In our prior two studies on Jonah and Abraham/Isaac, we relied upon New Testament passages to validate a typological interpretation of the Old Testament texts. But what if there is no New Testament reference? Can an Old Testament passage still be interpreted as a type of the third day resurrection?
Given the limited New Testament references to third day prophecies, and the fact that both Jesus and Paul indicate the third day is an Old Testament prophetic theme, I think we have to answer “yes”, it is okay to interpret an Old Testament passage as a type of the third day resurrection, even without a clear New Testament reference.
So how do we do this?
If we can identify an Old Testament account that references the third day, or a three day interval, and if we can draw parallels between that account and Jesus’ death and third day resurrection, then we can conclude that the passage functions as a type. If we do this carefully and soberly, we are doing no more to the text than what Jesus did when interpreting Jonah. With this in mind, let us look at the prophet Elijah, when he was taken up into heaven and his ministry bequeathed to Elisha.
In this text there is a reference to a three day search for Elijah; the three day interval is our first clue that perhaps the passage is a third day type. But we must be able to draw parallels between this account and the account of Christ, similar to how Jesus compared Himself to Jonah. Consider the following:
|Old Testament Event||New Testament Parallel|
|1||The day of Elijah’s ascension into heaven was ordained by God||The day of Christ’s death was ordained by God|
|2||Elisha was told in advance that Elijah would be taken up into heaven||The disciples were told in advance that Jesus would be crucified and rise on the third day|
|3||Not believing God’s word, fifty men searched for Elijah for three days||Not believing Jesus’ word, the disciples did not expect an empty tomb on the third day|
|4||In accordance with God’s word, Elijah was not found||In accordance with God’s word, Jesus rose from the dead|
It turns out we are able to draw reasonable parallels between the account of Elijah/Elisha and Jesus’ death/resurrection. Even though there is no New Testament passage that supports this interpretation, the parallels we have drawn are safe. Is there anything wrong with pointing out that God ordained the day of Elijah’s ascension, just as He ordained the day of Christ’s death? Is there anything wrong with pointing out prophets in Elisha’s day did not believe that Elijah was taken up, and comparing that to the disciples’ lack of faith in Jesus’ promise to rise from the dead?
To become even more sure that this passage is a type, let us look at, in a little more detail, the parallels between the three day search for Elijah and the third day resurrection of Christ. In the Old Testament account, God’s word was given ahead of time to Elisha, that Elijah would be taken to heaven.
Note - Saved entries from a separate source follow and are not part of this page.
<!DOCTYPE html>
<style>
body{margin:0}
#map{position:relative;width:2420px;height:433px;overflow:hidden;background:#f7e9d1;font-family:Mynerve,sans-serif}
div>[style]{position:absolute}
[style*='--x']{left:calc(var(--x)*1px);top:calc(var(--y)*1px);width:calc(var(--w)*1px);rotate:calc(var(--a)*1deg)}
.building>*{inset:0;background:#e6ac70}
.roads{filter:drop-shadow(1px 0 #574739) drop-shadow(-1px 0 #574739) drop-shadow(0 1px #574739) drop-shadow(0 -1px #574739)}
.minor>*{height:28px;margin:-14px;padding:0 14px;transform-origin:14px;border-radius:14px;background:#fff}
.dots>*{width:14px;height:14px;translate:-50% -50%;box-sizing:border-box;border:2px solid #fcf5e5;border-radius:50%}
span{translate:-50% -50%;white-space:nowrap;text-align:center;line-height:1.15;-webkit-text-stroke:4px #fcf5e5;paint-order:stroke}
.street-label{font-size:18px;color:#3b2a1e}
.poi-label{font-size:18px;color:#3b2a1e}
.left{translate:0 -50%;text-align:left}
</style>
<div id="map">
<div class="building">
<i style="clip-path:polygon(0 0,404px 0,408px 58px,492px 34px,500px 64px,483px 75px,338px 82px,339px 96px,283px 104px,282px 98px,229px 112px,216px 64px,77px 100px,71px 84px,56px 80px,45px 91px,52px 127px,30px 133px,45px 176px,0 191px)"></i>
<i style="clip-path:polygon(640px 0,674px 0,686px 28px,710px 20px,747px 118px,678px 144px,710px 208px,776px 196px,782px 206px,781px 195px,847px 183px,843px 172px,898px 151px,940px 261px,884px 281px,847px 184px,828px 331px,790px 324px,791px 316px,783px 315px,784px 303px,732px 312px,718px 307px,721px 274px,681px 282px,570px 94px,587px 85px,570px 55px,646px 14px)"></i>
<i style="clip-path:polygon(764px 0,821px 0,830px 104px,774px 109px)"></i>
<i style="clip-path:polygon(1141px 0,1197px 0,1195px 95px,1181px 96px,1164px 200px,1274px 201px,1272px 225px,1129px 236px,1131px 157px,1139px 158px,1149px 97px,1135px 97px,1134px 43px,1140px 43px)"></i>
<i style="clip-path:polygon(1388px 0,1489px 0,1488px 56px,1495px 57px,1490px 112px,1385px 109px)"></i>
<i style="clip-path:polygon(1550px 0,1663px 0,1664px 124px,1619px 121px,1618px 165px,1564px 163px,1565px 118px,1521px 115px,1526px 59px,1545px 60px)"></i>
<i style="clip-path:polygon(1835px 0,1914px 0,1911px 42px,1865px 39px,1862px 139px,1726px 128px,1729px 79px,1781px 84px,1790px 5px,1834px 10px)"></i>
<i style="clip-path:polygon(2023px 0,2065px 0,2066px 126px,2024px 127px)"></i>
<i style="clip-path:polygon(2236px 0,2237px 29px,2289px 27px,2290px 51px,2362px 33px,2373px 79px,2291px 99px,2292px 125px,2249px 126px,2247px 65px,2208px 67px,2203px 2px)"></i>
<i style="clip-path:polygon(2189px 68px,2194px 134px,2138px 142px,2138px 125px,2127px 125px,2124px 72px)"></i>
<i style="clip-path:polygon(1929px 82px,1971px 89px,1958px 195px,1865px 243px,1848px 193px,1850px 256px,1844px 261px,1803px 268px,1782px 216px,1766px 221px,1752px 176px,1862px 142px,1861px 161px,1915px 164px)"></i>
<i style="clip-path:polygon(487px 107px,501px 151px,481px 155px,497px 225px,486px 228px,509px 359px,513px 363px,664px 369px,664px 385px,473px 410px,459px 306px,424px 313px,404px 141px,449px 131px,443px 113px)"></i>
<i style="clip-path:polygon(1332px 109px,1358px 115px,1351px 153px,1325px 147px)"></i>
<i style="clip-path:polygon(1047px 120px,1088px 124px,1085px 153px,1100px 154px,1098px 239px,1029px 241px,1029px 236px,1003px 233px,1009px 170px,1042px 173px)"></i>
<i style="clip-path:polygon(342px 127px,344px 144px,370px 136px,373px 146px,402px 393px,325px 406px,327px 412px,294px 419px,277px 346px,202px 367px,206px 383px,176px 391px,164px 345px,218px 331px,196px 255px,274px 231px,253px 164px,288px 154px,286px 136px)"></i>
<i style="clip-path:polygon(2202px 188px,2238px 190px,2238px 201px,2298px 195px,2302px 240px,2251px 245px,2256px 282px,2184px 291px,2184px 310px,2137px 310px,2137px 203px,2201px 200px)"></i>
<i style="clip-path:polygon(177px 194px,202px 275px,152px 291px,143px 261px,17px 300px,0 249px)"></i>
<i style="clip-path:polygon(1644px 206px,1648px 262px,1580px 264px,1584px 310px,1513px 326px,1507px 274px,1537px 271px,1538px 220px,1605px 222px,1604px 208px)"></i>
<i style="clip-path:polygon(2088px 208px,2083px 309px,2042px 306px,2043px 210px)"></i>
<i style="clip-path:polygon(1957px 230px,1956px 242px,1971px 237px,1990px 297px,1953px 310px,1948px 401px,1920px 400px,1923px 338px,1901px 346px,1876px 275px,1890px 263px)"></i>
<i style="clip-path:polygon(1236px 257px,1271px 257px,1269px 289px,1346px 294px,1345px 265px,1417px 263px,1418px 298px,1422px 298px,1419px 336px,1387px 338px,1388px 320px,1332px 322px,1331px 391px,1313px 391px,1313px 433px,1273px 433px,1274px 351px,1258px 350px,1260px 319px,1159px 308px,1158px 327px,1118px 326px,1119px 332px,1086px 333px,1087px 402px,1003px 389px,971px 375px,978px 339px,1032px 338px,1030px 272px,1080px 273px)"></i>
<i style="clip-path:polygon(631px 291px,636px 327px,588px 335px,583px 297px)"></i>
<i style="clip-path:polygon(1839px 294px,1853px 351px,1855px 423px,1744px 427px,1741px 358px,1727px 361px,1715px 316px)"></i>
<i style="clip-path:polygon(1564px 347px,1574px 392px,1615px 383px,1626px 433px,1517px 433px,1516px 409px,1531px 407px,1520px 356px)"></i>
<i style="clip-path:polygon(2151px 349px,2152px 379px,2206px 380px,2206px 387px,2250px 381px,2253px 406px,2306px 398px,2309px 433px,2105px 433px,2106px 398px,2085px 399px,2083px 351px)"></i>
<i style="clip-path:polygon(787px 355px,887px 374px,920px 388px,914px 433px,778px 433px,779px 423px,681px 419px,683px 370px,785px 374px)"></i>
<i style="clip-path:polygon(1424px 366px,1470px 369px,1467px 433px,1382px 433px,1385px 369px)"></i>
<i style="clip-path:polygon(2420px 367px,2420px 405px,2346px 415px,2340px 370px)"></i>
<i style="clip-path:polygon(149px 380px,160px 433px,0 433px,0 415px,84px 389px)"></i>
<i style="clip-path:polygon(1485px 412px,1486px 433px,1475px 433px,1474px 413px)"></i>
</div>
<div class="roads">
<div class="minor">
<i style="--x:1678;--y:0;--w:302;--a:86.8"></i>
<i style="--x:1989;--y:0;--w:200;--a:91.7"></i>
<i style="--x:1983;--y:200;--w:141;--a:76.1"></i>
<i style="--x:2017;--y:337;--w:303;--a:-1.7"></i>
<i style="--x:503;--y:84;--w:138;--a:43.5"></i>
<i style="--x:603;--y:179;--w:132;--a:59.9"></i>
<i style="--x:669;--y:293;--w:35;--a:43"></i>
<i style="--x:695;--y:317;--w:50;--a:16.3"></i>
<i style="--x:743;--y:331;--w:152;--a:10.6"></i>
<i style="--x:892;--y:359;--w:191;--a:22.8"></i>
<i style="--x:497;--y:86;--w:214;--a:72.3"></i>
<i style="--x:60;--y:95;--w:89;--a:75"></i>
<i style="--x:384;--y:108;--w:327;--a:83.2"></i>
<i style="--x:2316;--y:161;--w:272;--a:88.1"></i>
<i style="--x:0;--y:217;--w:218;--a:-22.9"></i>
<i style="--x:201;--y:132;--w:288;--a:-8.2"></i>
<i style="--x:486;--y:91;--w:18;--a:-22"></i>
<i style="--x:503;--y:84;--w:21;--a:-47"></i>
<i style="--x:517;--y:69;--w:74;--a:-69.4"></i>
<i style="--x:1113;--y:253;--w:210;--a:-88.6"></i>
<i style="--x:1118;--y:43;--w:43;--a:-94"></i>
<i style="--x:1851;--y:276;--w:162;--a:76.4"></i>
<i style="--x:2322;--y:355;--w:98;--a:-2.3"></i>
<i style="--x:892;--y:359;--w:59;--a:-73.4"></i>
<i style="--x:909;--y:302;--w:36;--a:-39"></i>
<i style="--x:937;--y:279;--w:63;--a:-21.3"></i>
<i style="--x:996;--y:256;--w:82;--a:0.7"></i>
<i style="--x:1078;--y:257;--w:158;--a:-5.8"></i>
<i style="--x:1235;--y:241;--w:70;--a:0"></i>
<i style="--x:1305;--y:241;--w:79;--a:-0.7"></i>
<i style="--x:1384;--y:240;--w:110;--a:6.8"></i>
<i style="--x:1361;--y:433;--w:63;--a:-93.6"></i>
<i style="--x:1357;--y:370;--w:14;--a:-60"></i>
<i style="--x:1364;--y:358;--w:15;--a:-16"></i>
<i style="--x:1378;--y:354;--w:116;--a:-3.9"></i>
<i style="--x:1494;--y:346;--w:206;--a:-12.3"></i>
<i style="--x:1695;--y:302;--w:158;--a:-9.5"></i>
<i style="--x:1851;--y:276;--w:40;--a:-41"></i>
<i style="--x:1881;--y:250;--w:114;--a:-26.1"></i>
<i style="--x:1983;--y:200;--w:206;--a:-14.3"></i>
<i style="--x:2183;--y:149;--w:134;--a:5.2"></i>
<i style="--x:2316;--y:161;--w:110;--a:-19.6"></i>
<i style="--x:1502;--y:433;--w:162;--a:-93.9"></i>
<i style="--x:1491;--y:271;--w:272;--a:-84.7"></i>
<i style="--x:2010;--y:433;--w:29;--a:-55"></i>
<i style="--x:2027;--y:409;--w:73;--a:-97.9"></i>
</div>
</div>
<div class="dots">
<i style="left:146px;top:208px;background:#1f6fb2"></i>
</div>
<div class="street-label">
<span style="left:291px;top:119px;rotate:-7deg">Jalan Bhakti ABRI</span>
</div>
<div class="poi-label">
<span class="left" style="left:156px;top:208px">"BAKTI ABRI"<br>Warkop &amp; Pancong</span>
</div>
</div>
Even though this event was prophesied in advance, there were those who did not believe, and so fifty men were sent to conduct a three day search for Elijah. When their search ended in failure, Elisha essentially said “I told you so,” and it was on the third day that God’s word was vindicated. This is similar to what happened with Jesus and the disciples. Jesus told them in advance about His crucifixion, and they did not believe, even after the women reported Jesus had risen.
When Jesus appeared to the disciples on the day of His resurrection, God’s word was vindicated, and prophecy was fulfilled. In both the Old Testament and New Testament accounts, God’s word was proven true on the third day, and this is the thrust of the type. God performed a miracle in taking Elijah to heaven, and the fifty men did not believe until the third day. God performed a miracle in raising Jesus from the dead, and the disciples did not believe until the third day, when Jesus appeared to them.
So our typological interpretation of this text is justified. There is no new doctrine being purported, there is nothing outrageous being claimed. We have simply demonstrated parallels between the two accounts, similar to what Jesus did with Jonah and the author of Hebrews did with Isaac.